Soc dems don't have to be "fascist entryists" to suck ass tbqh

Calling moderate parties "social fascist" merely served to make it more difficult to organize opposition to fascism in the 1930s.

...

This kills the leftcom.

Non-Marxist socialism be it anarchist or otherwise was always better than Marxism.
People like me are ahead of the game.

...

Do you any retards actually read anything ever? This is the future we should be building - it's Marx, but applied for the 21st century and the actual real world, not the hypothetical "ideal" utopia

Of course not, where the fuck do you think you are? This is a memeland, only moderately more literate than Holla Forums. If people here were reading, they wouldn't be here shitposting all day

HAHAHAHAHAHAHAHA

it's socialism, only the author doesn't want to call it that (which is what we should be doing as marx said in 18th brumaire)

I see your point but Marxists still have the best explanation why capitalism is a fuck.

we should call it real capitalism™
or somehow rebrand marxism as real capitalism™
motherfuckers love real capitalism™ even if they don't know what it is

well it's not rebrading either
it's a planned economy, but not centrally, so the beraucratic class doesn't arise to replace the capitalists

oh it's le evil centralization that makes bureocrats appear out of nowhere, so lets turn everything into a fucking mess, all over again

So it's an another utopian anarchist book.

Always get uneasy when people post this guy because his political views broadly approximate my own but I take the view that I don't really care if Marx was right or not because Marxists basically have the right set of enemies, where he seems more willing to argue that Marxism is wrong. (As opposed to just too tome-y and incompatible with bourgeois politics to dedicate time to.)


While the way it's written has hints at a mild level of xenophobia that leaves a bad taste, it's basically correct to assert that mass immigration has been a bad thing.

Furthermore even if prosperity is built on third world exploitation, the degree to which that exploitation occurs can easily be mitigated by reductions in outsourcing and the free trade meme, and a push for developing countries to adopt import-substitution-industrialisation policies.
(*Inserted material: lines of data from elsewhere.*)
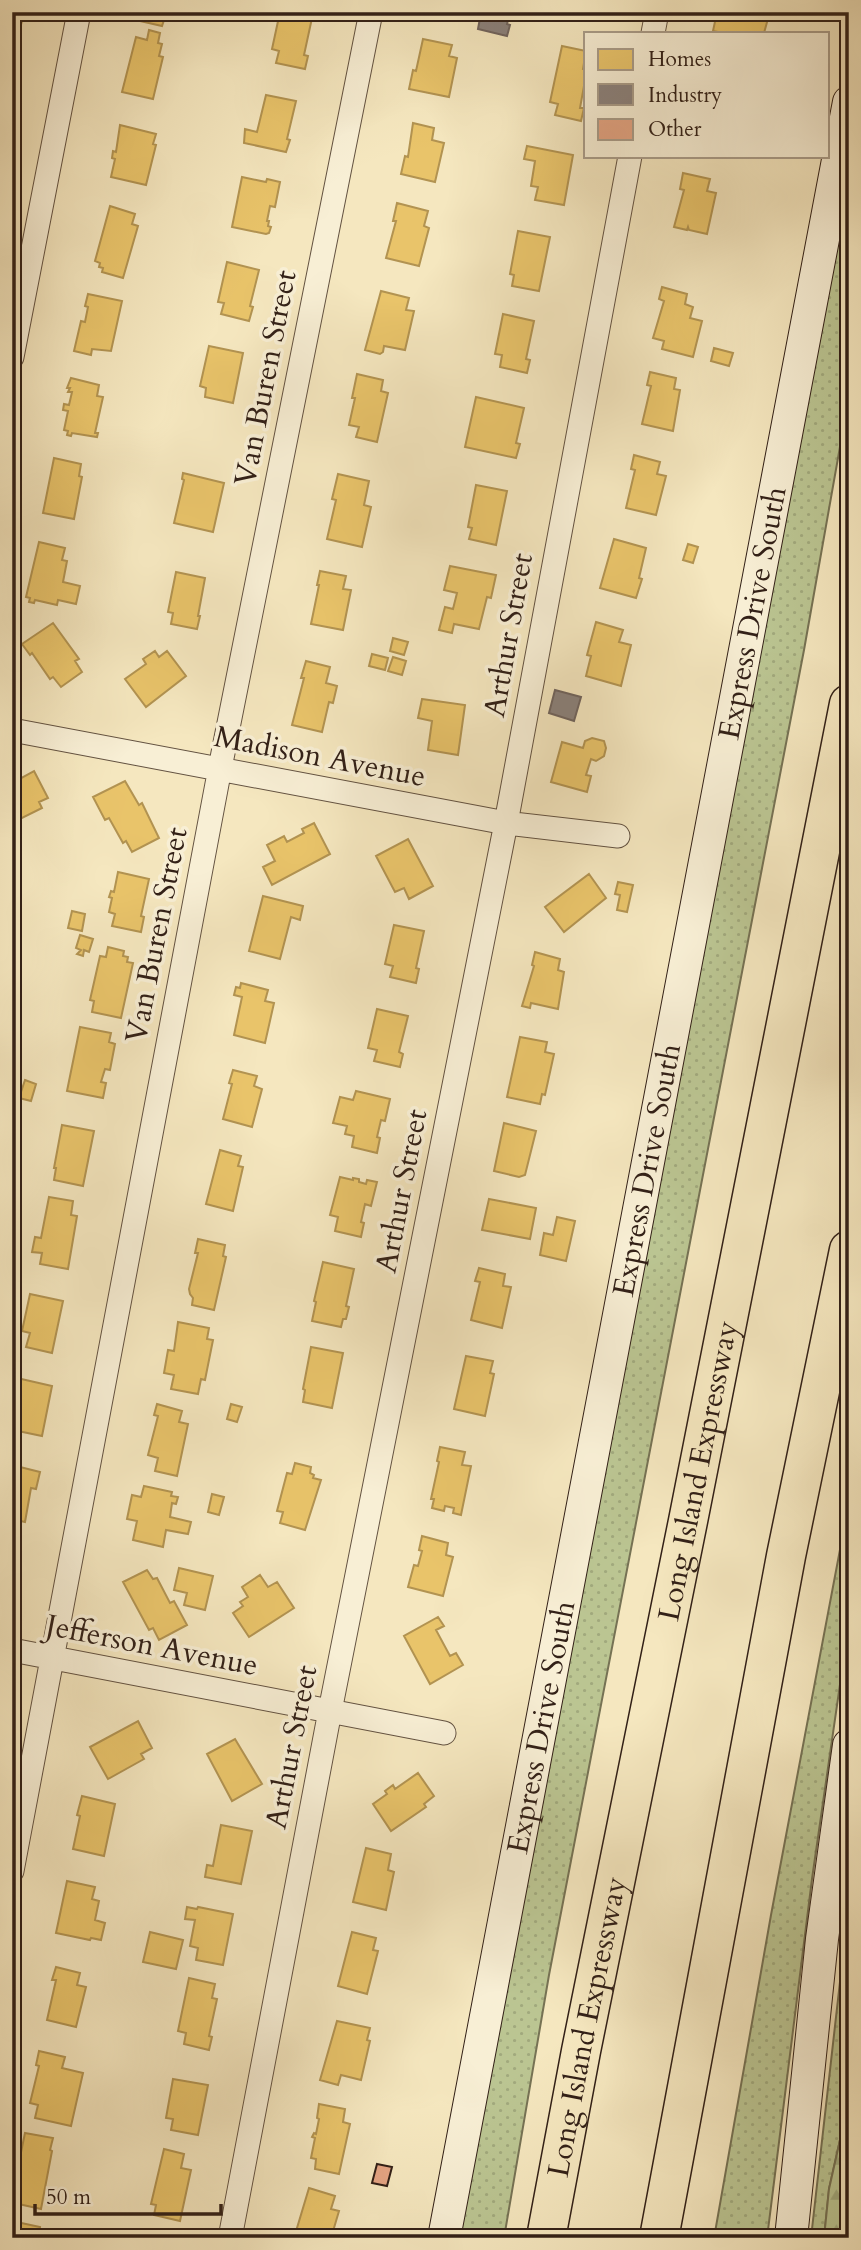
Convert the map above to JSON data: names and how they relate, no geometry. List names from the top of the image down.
{
  "streets": {
    "highway": ["Long Island Expressway"],
    "main road": ["Express Drive South"],
    "street": [
      "Van Buren Street",
      "Arthur Street",
      "Madison Avenue",
      "Jefferson Avenue"
    ]
  },
  "crossings": [
    ["Van Buren Street", "Madison Avenue"],
    ["Van Buren Street", "Jefferson Avenue"],
    ["Arthur Street", "Madison Avenue"],
    ["Arthur Street", "Jefferson Avenue"]
  ],
  "legend": ["Homes", "Industry", "Other"],
  "scale_bar": "50 m"
}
Go even further with a clearing union that ensures balanced trade and you're laughing.


The primary reason the white working class hate the left in Britain, for example, is because of the association with neoliberal mass immigration. It then becomes necessary to emphasise on the contrary that you're antipathetic either way. Consider it "A third of the posts on this communist website are about worker co-ops under capitalism" because they just want to make the point that communism isn't social democratic railway nationalisation.

Aside from his statements "refuting" Marxist claims which seem misguided or wrong, he barely mentions the decline in the rate of profit.

thenextrecession.wordpress.com/2017/06/23/europes-crisis-the-cluj-debate-with-mark-blyth/

Marxist arguments that the falling rate of profit was responsible for stagflation in the 70s and the rise of neoliberalism, are a better empirical fit than post-Keynesian arguments about the balance of wages and employment.

How is an overall rate of profit even divined anyway?
Does it include banks, or only productive industry, transportation and retail?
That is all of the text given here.